= First Pilgrimage =

First pilgrimage of Islamic prophet Muhammad

The First Pilgrimage or Umrah of Dhu'l-Qada (Pilgrimage of the 11th month) was the first pilgrimage that the Islamic prophet Muhammad and the Muslims made after the Migration to Medina. It took place on the morning of the fourth day of Dhu al-Qi'dah 7 AH (629 CE), after the Treaty of Hudaybiyyah 6 AH (628 CE). The entire event was three days long.

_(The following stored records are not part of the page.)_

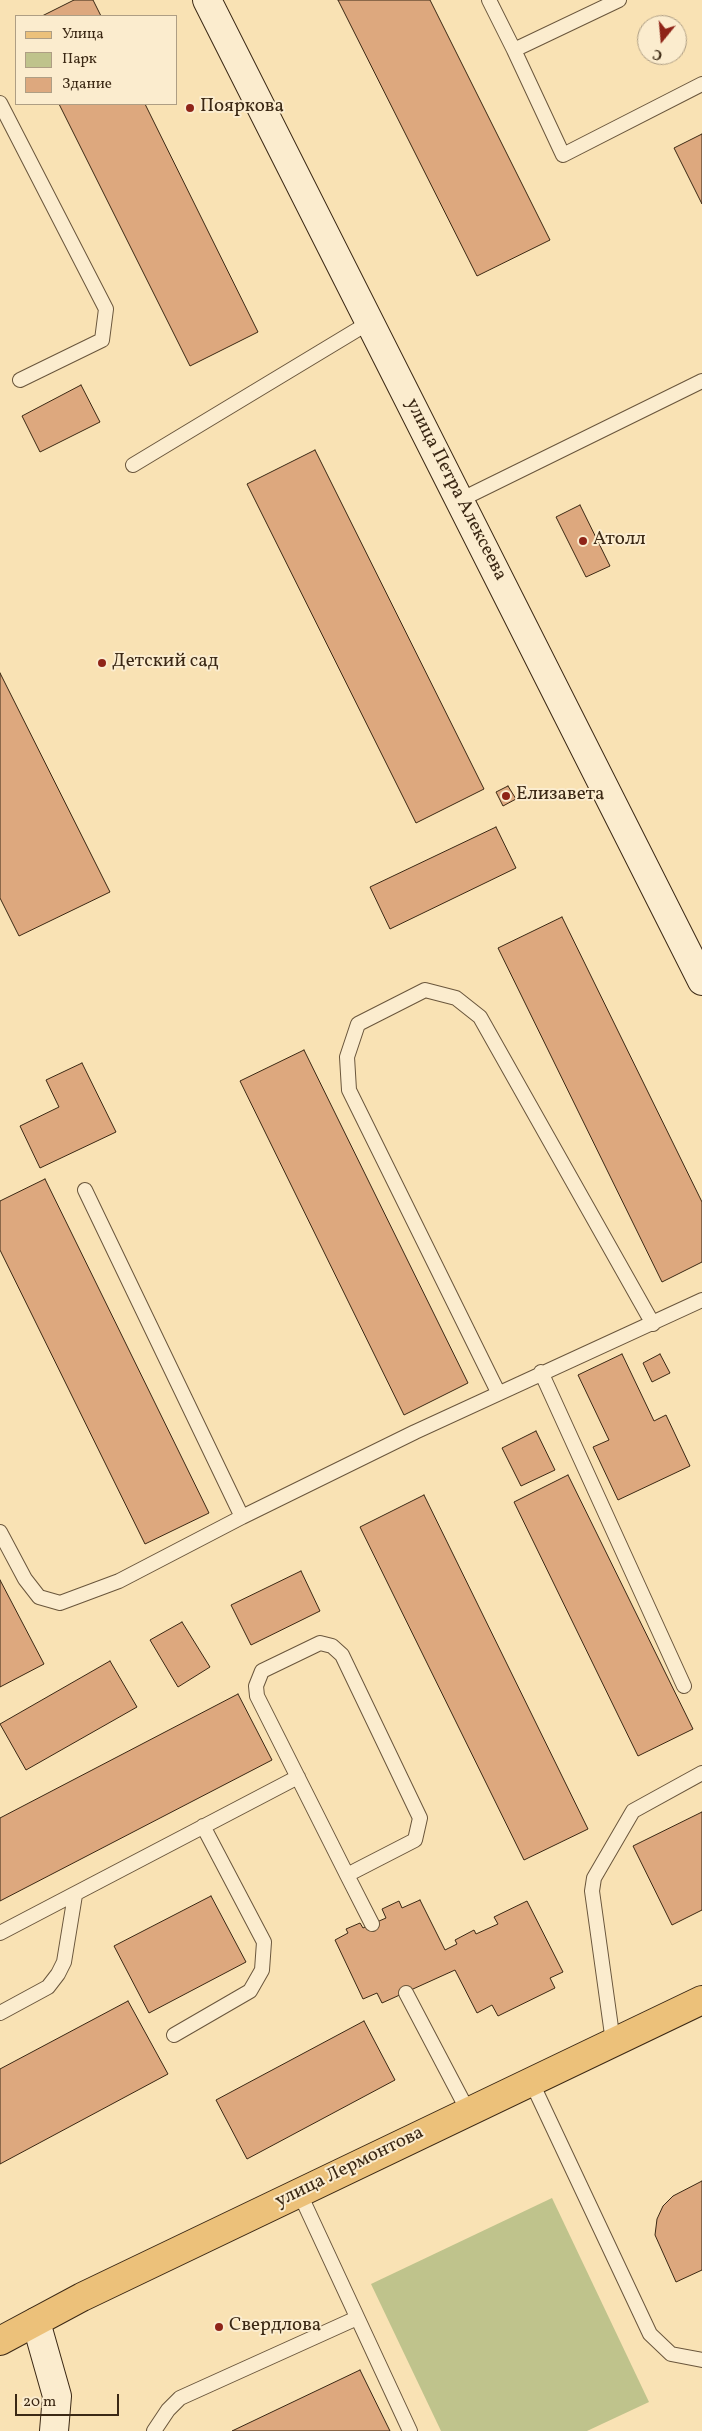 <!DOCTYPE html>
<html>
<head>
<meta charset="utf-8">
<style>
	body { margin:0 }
	#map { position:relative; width:702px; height:2431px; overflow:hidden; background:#f9e2b4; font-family:Vollkorn,serif }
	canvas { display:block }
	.legend { position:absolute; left:15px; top:15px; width:162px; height:90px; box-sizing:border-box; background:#fbecce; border:1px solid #ae9e84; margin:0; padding:6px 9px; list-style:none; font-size:15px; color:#3b2814 }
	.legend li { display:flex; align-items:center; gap:10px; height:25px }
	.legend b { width:25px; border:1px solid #ae9e84 }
	.north { position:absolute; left:637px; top:15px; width:50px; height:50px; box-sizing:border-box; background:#fbecce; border:1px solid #ae9e84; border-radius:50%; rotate:197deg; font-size:14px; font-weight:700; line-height:20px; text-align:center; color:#3b2814 }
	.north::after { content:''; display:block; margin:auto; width:18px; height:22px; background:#8f2418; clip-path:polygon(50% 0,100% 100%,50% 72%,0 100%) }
	.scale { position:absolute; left:15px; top:2394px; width:104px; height:22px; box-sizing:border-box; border:2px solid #3b2814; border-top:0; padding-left:6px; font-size:15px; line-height:18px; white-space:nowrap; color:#3b2814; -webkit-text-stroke:4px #fbecce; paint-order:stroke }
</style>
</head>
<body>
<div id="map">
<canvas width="702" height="2431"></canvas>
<ul class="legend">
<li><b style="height:6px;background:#ecc17a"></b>Улица</li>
<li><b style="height:14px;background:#bfc38c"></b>Парк</li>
<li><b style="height:14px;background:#dda87e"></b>Здание</li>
</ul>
<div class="north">С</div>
<div class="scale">20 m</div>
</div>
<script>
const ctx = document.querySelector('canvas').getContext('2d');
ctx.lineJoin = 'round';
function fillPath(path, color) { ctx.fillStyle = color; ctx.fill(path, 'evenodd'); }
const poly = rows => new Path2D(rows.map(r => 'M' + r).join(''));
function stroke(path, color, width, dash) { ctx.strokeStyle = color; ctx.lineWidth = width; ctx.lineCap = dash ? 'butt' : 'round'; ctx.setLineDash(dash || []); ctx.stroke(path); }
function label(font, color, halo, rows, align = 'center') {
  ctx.font = font + ' Vollkorn,serif'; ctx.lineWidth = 4; ctx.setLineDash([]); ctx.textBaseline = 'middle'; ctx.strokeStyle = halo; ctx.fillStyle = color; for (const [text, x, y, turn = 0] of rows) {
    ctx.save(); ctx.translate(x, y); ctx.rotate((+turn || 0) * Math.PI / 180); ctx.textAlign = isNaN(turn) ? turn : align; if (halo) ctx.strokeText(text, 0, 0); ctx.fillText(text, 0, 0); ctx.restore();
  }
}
fillPath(poly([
	[552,2198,649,2402,587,2431,441,2431,371,2284]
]), '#bfc38c');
const building = poly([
	[74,0,93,0,101,16,42,16,74,0],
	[338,0,430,0,550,240,477,276,338,0],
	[59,104,145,104,258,332,190,366,59,104],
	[702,134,702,204,674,148,702,134],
	[81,385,100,422,40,452,22,416,81,385],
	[315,450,484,789,416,823,247,484,315,450],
	[580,505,610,566,586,577,556,517,580,505],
	[0,673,110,892,19,936,0,898,0,673],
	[508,786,516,799,503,806,496,792,508,786],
	[496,827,516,868,390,929,370,887,496,827],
	[562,917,702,1202,702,1262,662,1282,498,948,562,917],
	[304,1050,468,1383,404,1415,240,1081,304,1050],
	[82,1063,116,1132,40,1168,20,1126,59,1107,46,1080,82,1063],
	[45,1179,209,1513,145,1544,0,1250,0,1201,45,1179],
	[622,1354,654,1421,666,1415,690,1466,618,1500,593,1447,609,1440,578,1375,622,1354],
	[660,1354,670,1373,652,1382,643,1363,660,1354],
	[536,1431,555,1470,521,1486,502,1448,536,1431],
	[568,1475,693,1729,638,1756,514,1502,568,1475],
	[424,1495,588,1829,524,1860,360,1527,424,1495],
	[301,1571,320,1611,251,1645,231,1605,301,1571],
	[0,1580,44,1664,0,1687,0,1580],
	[182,1622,210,1667,178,1687,150,1640,182,1622],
	[110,1661,137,1707,26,1770,0,1724,110,1661],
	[238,1694,272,1760,0,1901,0,1818,238,1694],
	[702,1812,702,1910,672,1925,633,1846,702,1812],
	[211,1896,246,1962,149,2013,114,1946,211,1896],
	[420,1900,445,1950,457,1944,455,1940,474,1930,476,1934,498,1924,494,1917,527,1901,563,1972,550,1978,555,1988,498,2016,492,2005,477,2013,455,1970,382,2003,377,1993,363,1999,335,1940,348,1933,346,1929,360,1923,363,1928,386,1918,382,1909,399,1901,402,1908,420,1900],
	[128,2001,168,2074,0,2164,0,2069,128,2001],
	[364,2021,395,2080,247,2159,216,2100,364,2021],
	[702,2181,702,2270,676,2282,655,2235,657,2219,663,2206,673,2196,702,2181],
	[360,2370,390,2431,232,2431,360,2370]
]);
fillPath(building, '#dda87e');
stroke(building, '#3b2814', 1);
const service = poly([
	[489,0,514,50,563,155,702,84],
	[514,50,619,0],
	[0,103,106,309,102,340,20,380],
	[133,465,370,322],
	[460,500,702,381],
	[85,1190,242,1517],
	[541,1372,684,1686],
	[498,1392,349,1090,347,1057,358,1024,425,990,456,998,480,1017,653,1324],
	[0,1532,25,1579,39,1597,60,1603,119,1581,242,1517,415,1432,702,1300],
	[347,1875,415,1840,420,1818,342,1655,332,1646,320,1643,262,1671,256,1686,257,1696,347,1875,372,1924],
	[0,1933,298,1777],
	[406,1993,468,2111],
	[0,2013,48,1987,58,1974,64,1962,75,1895],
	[174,2035,250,1991,262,1970,264,1942,203,1826],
	[613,2042,592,1891,594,1878,633,1811,702,1773],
	[531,2081,650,2334,671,2354,702,2360],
	[299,2192,410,2431],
	[154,2431,168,2410,180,2398,357,2318]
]);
const secondary = poly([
	[207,0,702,981],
	[36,2322,57,2396,54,2431]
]);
const primary = poly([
	[0,2341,82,2297,702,2000]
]);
stroke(service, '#6a563c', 16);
stroke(secondary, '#3b2814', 30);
stroke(primary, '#3b2814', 30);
stroke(service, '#fbecce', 14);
stroke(secondary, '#fbecce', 28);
stroke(primary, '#ecc17a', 28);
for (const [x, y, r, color] of [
	[190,108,5,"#8f2418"],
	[583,541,5,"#8f2418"],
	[102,663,5,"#8f2418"],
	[506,796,5,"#8f2418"],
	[219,2327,5,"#8f2418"]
]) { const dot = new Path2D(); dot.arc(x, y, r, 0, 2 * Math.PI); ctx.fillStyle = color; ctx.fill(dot); stroke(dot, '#fbecce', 2); }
label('19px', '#3b2814', '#fbecce', [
	["Пояркова",200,108],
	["Атолл",593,541],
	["Детский сад",112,663],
	["Елизавета",516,796],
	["Свердлова",229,2327]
], 'left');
label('19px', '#3b2814', '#fbecce', [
	["улица Петра Алексеева",455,490,63],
	["улица Лермонтова",350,2168,-26]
]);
</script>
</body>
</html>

A pilgrimage that occurs during the month of Dhu al-Hijjah is named a "major pilgrimage", or just "pilgrimage" (حَـجّ, Ḥajj), while pilgrimages of all other months are called "minor pilgrimage" (عُـمْـرَة, ‘Umrah).

==History==
Muhammad, the prophet, reported that from the age of 40, he was receiving revelations from God. He and his followers, called Muslims, were persecuted by the ruling clan of Mecca, the Quraysh, and forced to leave to the northern city of Medina. Several armed confrontations followed, along with the Muslims attempting a return pilgrimage to Mecca in 628, as directed by one of the revelations. They were rejected by the Quraysh, but the Meccans did agree to a truce, and the Treaty of Hudaybiyyah had a provision that the Muslims could return peacefully to Mecca for a pilgrimage in 629.

==Pilgrimage==
Ar-Raḥīq Al-Makhtūm (ٱلـرَّحِـيْـق ٱلْـمَـخْـتُـوْم, "The Sealed Nectar"), in the chapter The Compensatory ‘Umrah (Lesser Pilgrimage) the event is described as follows:

When Dhul Qa‘da month approached towards the close of the seventh year A.H., the Prophet ordered his people, and the men who witnessed Al-Hudaibiyah Truce Treaty in particular, to make preparations to perform the lesser pilgrimage. He proceeded with 2000 men besides some women and children [Fath Al-Bari 7/700], and 60 camels for sacrifice, to visit the Holy Sanctuary in Makkah. The Muslims took their weapons with them fearing the treachery of the Quraishites, but left them with a party of two hundred men at a place some eight miles from Makkah. They entered the city with the swords in their scabbards [Za'd Al-Ma'ad 2/151; Fath Al-Bari 7/700], with the Prophet at their head on his she-camel, Al-Qaswa’, while the surrounding Companions attentively focusing their look on him, all saying: "Here I am! at Your service O Allâh!" The Quraishites had left the place and retired to their tents on the adjoining hills. The Muslims performed the usual circumambulation vigorously and briskly; and on recommendation by the Prophet they did their best to appear strong and steadfast in their circumambulation as the polytheists had spread rumours that they were weak because the fever of Yathrib (Madinah) had sapped their strength. They were ordered to run in the first three rounds and then walk in the remaining ones. The Makkans meanwhile aligned on the top of Qu‘aiqa‘an Mount watching the Muslims, tongue-tied at witnessing their strength and devotion.